> _EXERCISE_:
Needed from the data below: all lines that contain the word "labels".

> _RECORDS_:
________

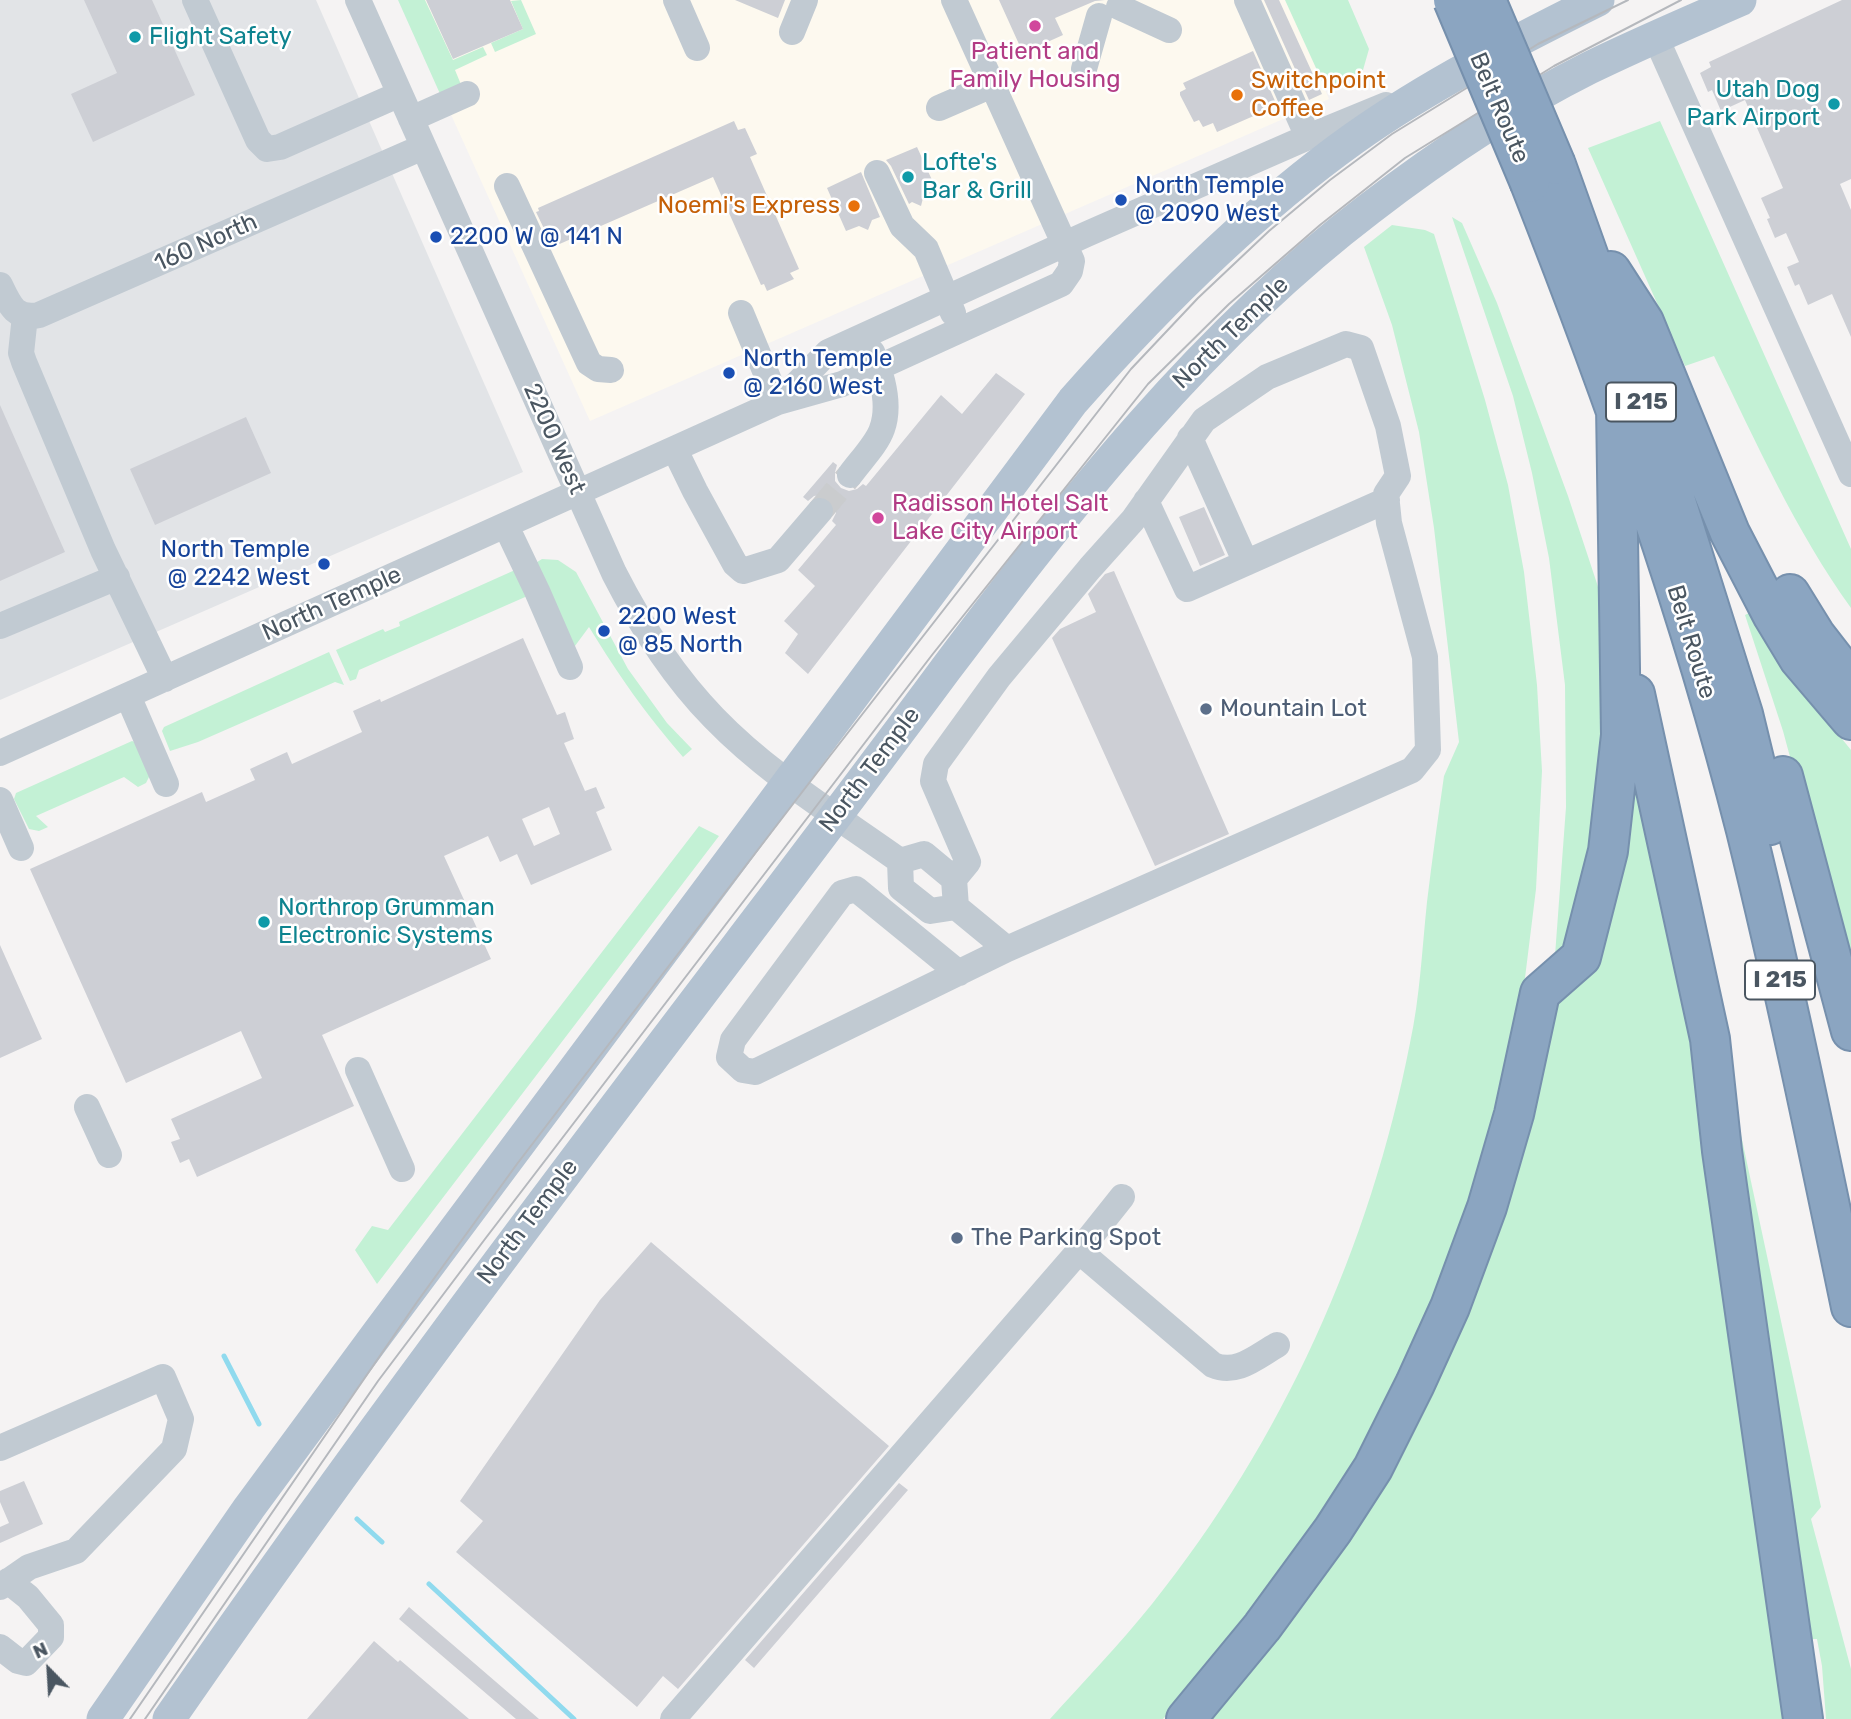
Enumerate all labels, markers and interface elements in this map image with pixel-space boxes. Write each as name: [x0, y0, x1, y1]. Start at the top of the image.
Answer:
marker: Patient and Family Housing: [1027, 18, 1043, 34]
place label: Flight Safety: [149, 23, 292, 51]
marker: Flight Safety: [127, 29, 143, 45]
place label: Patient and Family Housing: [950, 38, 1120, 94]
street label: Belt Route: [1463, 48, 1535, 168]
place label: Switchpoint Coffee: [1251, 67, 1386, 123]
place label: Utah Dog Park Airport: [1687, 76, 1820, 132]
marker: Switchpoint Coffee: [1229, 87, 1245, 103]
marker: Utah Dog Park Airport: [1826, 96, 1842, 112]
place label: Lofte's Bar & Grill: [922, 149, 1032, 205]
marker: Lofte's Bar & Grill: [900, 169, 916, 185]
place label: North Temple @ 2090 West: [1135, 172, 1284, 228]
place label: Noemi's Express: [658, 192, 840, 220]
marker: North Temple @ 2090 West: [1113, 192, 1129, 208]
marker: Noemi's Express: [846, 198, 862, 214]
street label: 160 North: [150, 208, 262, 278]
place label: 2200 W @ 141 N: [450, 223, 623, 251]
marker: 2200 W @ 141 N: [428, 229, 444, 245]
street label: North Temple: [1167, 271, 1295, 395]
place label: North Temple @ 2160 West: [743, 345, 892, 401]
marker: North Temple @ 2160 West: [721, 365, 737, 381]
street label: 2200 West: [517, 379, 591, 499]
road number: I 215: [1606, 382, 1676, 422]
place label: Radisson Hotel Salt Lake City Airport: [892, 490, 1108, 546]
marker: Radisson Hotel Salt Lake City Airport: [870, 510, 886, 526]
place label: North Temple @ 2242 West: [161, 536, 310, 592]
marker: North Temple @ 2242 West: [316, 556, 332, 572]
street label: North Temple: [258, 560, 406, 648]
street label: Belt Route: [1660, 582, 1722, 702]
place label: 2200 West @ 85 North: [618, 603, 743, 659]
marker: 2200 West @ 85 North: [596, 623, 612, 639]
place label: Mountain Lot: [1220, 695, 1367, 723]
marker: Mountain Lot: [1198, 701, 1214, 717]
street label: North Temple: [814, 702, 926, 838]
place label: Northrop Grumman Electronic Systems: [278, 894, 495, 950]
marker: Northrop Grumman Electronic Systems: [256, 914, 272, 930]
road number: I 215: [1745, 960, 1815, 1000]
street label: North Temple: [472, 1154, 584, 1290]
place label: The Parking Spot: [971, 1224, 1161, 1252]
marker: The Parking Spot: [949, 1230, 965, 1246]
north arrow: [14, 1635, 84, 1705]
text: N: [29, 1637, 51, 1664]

________

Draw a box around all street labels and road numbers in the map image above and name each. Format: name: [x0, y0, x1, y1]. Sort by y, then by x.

________

> _RESULT_:
Enumerate all labels, markers and interface elements in this map image with pixel-space boxes. Write each as name: [x0, y0, x1, y1]. Start at the top of the image.
Draw a box around all street labels and road numbers in the map image above and name each. Format: name: [x0, y0, x1, y1]. Sort by y, then by x.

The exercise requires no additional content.